> **Work item**
Beginning with the line that holds "Input: one rendered map. Extract" in the data below, give again every line through the one that holds "Map reading. Read", exactly as written.

Stored data entries
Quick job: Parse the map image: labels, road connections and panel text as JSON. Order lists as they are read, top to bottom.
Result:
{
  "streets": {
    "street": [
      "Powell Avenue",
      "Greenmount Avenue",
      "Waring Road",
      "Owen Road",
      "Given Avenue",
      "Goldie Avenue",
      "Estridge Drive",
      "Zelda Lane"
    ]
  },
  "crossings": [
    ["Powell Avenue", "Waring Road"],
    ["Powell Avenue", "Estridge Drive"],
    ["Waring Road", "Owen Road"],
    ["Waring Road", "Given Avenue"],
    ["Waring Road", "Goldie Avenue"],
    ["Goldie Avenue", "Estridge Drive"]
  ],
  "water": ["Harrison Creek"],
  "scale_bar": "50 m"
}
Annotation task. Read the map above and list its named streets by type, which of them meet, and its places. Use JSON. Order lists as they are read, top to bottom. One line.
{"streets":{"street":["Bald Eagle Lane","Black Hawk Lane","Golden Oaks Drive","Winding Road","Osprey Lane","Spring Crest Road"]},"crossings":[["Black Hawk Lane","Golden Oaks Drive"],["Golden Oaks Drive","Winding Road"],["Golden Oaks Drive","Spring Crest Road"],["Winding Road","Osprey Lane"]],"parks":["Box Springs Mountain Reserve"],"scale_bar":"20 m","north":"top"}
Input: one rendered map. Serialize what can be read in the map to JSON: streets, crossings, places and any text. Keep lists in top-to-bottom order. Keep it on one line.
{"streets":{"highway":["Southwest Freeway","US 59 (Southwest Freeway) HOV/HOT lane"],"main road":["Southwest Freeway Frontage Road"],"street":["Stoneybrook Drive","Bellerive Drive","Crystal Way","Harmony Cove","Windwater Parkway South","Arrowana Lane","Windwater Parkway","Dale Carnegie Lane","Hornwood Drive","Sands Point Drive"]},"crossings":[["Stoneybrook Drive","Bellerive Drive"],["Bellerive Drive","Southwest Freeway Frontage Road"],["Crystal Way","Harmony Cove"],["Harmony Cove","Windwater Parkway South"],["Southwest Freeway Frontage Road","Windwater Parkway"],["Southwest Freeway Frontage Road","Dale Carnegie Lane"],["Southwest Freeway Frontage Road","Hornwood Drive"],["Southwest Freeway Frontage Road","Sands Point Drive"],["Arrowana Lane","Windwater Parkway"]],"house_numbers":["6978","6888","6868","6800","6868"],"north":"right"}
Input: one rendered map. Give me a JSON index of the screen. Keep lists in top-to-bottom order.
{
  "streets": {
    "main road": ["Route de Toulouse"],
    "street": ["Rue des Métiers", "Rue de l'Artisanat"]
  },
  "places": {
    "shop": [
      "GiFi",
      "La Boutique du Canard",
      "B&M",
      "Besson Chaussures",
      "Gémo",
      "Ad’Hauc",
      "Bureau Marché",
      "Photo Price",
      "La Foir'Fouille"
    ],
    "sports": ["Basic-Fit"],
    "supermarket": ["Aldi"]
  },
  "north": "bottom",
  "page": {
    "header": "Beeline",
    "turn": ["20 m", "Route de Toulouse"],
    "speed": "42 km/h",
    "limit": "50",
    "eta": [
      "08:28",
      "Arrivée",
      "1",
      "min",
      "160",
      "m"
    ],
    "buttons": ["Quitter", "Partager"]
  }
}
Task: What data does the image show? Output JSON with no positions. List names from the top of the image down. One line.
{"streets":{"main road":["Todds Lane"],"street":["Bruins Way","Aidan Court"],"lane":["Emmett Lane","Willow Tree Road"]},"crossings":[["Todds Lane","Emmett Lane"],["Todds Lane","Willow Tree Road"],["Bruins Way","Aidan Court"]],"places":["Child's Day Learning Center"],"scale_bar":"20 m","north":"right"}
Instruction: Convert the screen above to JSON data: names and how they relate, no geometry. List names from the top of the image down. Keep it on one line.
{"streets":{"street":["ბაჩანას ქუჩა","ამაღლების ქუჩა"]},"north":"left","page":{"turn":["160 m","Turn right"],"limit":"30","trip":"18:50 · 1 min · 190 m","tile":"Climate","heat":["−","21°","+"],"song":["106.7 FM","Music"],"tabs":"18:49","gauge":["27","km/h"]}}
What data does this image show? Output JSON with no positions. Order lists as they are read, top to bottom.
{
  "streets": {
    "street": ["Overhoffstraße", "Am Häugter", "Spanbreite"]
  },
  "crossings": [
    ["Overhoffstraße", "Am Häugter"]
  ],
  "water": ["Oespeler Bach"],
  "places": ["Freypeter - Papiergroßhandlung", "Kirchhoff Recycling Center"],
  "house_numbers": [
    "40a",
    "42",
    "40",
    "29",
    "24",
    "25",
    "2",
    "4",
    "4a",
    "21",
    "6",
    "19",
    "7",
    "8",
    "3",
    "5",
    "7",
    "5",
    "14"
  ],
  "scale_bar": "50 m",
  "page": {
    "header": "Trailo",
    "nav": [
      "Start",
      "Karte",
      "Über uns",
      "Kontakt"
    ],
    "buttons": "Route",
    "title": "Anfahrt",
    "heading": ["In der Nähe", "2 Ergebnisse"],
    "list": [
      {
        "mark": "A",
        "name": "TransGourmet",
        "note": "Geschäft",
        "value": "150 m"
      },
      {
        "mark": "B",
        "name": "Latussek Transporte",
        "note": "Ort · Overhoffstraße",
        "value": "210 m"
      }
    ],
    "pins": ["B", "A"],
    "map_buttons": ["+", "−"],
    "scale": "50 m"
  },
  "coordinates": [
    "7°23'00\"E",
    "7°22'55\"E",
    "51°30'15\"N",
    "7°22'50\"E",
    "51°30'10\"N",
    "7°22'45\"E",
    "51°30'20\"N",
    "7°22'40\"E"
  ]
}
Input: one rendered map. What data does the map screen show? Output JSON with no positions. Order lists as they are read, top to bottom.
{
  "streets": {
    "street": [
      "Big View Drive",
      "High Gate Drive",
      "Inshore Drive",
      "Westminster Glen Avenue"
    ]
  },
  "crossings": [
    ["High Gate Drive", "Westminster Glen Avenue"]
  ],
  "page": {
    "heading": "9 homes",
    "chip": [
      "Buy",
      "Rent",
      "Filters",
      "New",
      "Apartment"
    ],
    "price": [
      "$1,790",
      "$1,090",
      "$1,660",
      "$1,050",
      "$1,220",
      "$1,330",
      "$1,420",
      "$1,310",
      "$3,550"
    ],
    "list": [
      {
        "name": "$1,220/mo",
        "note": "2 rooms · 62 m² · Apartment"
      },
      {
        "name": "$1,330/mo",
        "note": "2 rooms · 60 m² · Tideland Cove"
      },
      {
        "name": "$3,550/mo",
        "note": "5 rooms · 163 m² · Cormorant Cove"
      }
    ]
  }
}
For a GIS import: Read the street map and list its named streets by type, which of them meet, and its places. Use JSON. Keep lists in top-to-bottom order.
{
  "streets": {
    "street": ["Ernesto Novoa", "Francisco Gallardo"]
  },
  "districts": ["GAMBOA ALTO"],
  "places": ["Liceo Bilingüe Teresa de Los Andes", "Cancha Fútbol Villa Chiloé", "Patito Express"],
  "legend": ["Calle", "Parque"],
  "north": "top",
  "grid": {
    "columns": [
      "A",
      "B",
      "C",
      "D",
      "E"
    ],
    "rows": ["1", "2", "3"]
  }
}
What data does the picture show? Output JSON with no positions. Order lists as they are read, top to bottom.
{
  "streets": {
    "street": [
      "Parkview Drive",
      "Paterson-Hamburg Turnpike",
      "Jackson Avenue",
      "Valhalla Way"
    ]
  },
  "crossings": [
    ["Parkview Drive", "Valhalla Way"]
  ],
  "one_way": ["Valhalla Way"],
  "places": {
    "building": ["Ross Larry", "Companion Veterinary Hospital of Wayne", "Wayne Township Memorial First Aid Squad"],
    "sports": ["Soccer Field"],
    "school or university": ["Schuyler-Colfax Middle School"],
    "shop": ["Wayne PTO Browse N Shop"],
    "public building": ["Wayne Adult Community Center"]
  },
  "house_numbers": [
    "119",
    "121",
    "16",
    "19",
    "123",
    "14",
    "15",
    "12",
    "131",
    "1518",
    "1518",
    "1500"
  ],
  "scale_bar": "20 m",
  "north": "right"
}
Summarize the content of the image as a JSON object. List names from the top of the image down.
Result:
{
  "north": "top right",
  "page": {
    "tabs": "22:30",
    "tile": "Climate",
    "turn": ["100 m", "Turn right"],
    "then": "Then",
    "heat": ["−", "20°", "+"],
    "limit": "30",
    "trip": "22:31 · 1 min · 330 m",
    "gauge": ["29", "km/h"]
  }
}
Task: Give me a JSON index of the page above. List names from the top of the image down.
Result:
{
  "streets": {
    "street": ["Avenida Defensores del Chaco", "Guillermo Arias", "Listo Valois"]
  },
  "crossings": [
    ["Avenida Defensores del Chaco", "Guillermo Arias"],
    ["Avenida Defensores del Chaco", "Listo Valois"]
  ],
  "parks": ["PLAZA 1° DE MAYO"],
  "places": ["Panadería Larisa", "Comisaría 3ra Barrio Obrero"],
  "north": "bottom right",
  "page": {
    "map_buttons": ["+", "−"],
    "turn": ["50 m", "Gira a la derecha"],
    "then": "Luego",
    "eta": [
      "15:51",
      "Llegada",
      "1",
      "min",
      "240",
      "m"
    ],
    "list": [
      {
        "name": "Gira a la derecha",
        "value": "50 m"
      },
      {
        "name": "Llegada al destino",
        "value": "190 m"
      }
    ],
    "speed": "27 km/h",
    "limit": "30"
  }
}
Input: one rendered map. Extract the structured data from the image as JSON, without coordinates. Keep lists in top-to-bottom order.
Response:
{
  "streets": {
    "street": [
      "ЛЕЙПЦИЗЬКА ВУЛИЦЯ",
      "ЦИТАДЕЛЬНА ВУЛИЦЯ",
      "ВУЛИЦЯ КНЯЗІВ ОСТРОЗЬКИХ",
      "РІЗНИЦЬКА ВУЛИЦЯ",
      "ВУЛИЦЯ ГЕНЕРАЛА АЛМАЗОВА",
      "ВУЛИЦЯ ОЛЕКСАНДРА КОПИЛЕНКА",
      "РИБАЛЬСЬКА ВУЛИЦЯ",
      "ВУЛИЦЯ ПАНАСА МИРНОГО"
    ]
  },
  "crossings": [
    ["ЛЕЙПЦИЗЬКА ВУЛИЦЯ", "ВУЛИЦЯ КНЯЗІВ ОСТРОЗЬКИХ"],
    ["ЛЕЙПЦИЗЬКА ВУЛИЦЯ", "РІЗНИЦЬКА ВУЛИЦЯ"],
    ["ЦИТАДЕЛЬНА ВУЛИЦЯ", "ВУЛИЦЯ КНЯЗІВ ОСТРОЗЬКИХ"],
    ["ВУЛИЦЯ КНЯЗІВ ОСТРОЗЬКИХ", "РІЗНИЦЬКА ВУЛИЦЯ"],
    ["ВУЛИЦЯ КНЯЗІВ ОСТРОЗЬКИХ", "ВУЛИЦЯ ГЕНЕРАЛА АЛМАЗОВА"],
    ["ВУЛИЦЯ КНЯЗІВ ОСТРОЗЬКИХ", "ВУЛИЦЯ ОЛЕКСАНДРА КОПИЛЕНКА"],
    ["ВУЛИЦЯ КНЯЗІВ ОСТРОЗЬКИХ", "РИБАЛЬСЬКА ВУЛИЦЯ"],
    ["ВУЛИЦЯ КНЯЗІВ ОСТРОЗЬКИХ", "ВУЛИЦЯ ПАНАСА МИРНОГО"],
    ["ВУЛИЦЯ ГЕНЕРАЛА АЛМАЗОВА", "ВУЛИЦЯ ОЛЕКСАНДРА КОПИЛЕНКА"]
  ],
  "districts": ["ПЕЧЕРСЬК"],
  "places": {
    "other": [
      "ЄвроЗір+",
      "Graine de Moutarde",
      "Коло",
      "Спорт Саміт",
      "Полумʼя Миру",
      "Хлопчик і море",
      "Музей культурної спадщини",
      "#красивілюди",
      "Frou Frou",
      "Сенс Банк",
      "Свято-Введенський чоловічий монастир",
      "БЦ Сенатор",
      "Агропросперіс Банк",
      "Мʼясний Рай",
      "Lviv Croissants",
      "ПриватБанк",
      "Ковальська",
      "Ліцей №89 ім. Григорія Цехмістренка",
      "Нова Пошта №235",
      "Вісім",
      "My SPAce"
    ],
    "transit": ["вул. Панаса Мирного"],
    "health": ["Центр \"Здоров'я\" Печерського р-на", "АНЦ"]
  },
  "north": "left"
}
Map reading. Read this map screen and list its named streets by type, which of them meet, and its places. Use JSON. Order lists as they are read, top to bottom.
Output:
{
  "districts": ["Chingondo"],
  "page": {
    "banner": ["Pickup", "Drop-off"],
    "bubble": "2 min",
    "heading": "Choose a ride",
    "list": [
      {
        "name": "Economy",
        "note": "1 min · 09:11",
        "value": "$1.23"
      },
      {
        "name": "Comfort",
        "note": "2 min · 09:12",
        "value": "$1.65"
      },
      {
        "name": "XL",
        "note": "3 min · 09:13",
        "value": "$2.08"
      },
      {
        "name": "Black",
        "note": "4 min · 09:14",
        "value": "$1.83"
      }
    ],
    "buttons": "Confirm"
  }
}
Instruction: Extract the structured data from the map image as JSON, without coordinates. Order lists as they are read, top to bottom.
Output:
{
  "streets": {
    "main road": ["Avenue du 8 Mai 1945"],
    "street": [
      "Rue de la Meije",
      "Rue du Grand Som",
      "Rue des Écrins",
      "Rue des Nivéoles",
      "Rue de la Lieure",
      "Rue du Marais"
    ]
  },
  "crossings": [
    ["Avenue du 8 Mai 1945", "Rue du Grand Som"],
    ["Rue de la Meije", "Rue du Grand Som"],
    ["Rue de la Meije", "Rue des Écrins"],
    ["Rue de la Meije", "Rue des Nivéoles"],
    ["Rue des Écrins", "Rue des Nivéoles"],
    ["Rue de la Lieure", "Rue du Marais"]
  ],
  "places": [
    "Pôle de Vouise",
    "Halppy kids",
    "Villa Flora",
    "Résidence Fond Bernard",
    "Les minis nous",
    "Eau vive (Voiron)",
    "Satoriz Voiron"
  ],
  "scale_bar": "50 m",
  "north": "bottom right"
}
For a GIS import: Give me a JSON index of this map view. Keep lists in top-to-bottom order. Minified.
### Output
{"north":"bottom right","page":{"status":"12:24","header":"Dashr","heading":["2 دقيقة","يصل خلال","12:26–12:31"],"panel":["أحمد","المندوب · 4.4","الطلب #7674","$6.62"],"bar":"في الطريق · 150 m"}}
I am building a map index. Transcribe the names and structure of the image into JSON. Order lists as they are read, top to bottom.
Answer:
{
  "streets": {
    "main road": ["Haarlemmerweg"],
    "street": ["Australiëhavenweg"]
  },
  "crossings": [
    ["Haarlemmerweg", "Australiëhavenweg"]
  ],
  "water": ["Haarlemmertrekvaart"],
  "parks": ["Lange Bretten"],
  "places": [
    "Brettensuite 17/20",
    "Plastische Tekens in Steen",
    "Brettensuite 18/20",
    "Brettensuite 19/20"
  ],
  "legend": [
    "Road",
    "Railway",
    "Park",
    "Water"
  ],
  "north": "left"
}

> **Answer**
Input: one rendered map. Extract the structured data from the image as JSON, without coordinates. Keep lists in top-to-bottom order.
Response:
{
  "streets": {
    "street": [
      "ЛЕЙПЦИЗЬКА ВУЛИЦЯ",
      "ЦИТАДЕЛЬНА ВУЛИЦЯ",
      "ВУЛИЦЯ КНЯЗІВ ОСТРОЗЬКИХ",
      "РІЗНИЦЬКА ВУЛИЦЯ",
      "ВУЛИЦЯ ГЕНЕРАЛА АЛМАЗОВА",
      "ВУЛИЦЯ ОЛЕКСАНДРА КОПИЛЕНКА",
      "РИБАЛЬСЬКА ВУЛИЦЯ",
      "ВУЛИЦЯ ПАНАСА МИРНОГО"
    ]
  },
  "crossings": [
    ["ЛЕЙПЦИЗЬКА ВУЛИЦЯ", "ВУЛИЦЯ КНЯЗІВ ОСТРОЗЬКИХ"],
    ["ЛЕЙПЦИЗЬКА ВУЛИЦЯ", "РІЗНИЦЬКА ВУЛИЦЯ"],
    ["ЦИТАДЕЛЬНА ВУЛИЦЯ", "ВУЛИЦЯ КНЯЗІВ ОСТРОЗЬКИХ"],
    ["ВУЛИЦЯ КНЯЗІВ ОСТРОЗЬКИХ", "РІЗНИЦЬКА ВУЛИЦЯ"],
    ["ВУЛИЦЯ КНЯЗІВ ОСТРОЗЬКИХ", "ВУЛИЦЯ ГЕНЕРАЛА АЛМАЗОВА"],
    ["ВУЛИЦЯ КНЯЗІВ ОСТРОЗЬКИХ", "ВУЛИЦЯ ОЛЕКСАНДРА КОПИЛЕНКА"],
    ["ВУЛИЦЯ КНЯЗІВ ОСТРОЗЬКИХ", "РИБАЛЬСЬКА ВУЛИЦЯ"],
    ["ВУЛИЦЯ КНЯЗІВ ОСТРОЗЬКИХ", "ВУЛИЦЯ ПАНАСА МИРНОГО"],
    ["ВУЛИЦЯ ГЕНЕРАЛА АЛМАЗОВА", "ВУЛИЦЯ ОЛЕКСАНДРА КОПИЛЕНКА"]
  ],
  "districts": ["ПЕЧЕРСЬК"],
  "places": {
    "other": [
      "ЄвроЗір+",
      "Graine de Moutarde",
      "Коло",
      "Спорт Саміт",
      "Полумʼя Миру",
      "Хлопчик і море",
      "Музей культурної спадщини",
      "#красивілюди",
      "Frou Frou",
      "Сенс Банк",
      "Свято-Введенський чоловічий монастир",
      "БЦ Сенатор",
      "Агропросперіс Банк",
      "Мʼясний Рай",
      "Lviv Croissants",
      "ПриватБанк",
      "Ковальська",
      "Ліцей №89 ім. Григорія Цехмістренка",
      "Нова Пошта №235",
      "Вісім",
      "My SPAce"
    ],
    "transit": ["вул. Панаса Мирного"],
    "health": ["Центр \"Здоров'я\" Печерського р-на", "АНЦ"]
  },
  "north": "left"
}
Map reading. Read this map screen and list its named streets by type, which of them meet, and its places. Use JSON. Order lists as they are read, top to bottom.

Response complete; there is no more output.